When Batavia, IL-based Aldi BB #:116756 said it is buying 400 Winn-Dixie BB #:110823 and Harveys locations, I was shocked. It wasn’t that Southeastern Grocers is divesting its portfolio of stores – many in the industry expected that for some time now.

Aldi, in the U.S., doesn’t *do* acquisitions. I can recall coverage early in my career when Aldi started adding fresh produce and expanding its presence beyond the Midwest. I talked to a spokesperson who said the company only grows organically, not through acquisition.  

produce with pamela

Then, the company started its massive expansion a few years ago, spending billions to grow store count and coverage. The plan was to become the third largest grocer by store count in the U.S., a feat it achieved in 2022.

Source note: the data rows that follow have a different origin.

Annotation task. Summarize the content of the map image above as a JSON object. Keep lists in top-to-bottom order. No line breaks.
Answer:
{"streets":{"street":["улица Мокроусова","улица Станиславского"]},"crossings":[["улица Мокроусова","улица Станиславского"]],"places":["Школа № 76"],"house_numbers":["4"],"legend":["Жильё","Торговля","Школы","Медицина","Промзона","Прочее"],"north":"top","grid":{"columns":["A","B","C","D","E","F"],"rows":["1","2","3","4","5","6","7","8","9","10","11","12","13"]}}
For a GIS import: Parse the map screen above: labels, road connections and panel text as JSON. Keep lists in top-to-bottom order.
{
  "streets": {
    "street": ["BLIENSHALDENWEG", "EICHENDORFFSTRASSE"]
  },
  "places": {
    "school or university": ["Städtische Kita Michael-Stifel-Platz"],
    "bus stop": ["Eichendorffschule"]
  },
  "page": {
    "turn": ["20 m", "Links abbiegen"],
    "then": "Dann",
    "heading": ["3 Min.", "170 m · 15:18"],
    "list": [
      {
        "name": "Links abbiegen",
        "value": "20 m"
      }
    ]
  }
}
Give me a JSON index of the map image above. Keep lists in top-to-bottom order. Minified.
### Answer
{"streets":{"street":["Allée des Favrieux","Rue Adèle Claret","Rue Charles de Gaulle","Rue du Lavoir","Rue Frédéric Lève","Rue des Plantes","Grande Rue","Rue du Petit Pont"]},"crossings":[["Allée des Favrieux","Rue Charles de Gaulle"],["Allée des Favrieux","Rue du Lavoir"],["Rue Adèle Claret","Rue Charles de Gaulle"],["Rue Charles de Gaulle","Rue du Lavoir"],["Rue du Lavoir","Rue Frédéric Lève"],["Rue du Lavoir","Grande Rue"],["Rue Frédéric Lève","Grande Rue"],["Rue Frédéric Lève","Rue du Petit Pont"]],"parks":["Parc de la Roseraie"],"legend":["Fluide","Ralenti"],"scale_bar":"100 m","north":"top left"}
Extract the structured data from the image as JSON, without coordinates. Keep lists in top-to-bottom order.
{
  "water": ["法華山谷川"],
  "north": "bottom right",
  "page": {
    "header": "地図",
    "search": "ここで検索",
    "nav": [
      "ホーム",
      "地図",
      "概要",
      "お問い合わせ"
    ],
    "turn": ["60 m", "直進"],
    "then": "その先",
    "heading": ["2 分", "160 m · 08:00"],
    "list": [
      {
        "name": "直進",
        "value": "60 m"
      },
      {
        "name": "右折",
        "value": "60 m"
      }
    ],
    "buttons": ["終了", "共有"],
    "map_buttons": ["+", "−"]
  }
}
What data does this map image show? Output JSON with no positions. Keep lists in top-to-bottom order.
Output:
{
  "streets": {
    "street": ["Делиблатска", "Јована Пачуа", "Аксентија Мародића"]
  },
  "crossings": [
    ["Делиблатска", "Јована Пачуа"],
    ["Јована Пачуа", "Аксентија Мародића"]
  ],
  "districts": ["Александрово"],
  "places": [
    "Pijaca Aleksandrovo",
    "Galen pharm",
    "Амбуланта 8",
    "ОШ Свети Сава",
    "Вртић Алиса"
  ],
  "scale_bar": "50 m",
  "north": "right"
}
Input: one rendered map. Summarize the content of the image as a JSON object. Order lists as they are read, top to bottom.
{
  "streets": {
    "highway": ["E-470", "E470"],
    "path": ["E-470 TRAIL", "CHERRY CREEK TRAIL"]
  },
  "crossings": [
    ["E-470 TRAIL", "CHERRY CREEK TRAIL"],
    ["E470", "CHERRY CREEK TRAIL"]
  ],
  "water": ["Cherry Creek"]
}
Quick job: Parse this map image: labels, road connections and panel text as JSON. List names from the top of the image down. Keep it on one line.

Aldi will have about 2,400 stores by the end of 2023, compared to Kroger’s 2,800 and Safeway/Albertsons’ 2,300. Walmart is No. 1 with about 3,500 supercenters and a total of about 4,600 with all banners included.  

Aldi’s growth strategy has benefited from the German discounter strategy of barebones boxes with few features and few employees. They can drop a location in a fraction of the time it takes to build a traditional grocery store.  

But what they can’t do as fast is snap up prime real estate for these stores. Buying Winn-Dixie and Harveys locations – stores that are already catering to value-oriented consumers, in locations that are already established as grocery – is a huge leg up on expansion.  

Aldi already has stores in the Southeast, but not as many as they’d like. With consumers feeling the pinch of inflation and tight grocery budgets, demand is high for a deep discount option. Lakeland, FL-based Publix Super Markets has a strong following, but a bad reputation when it comes to price. 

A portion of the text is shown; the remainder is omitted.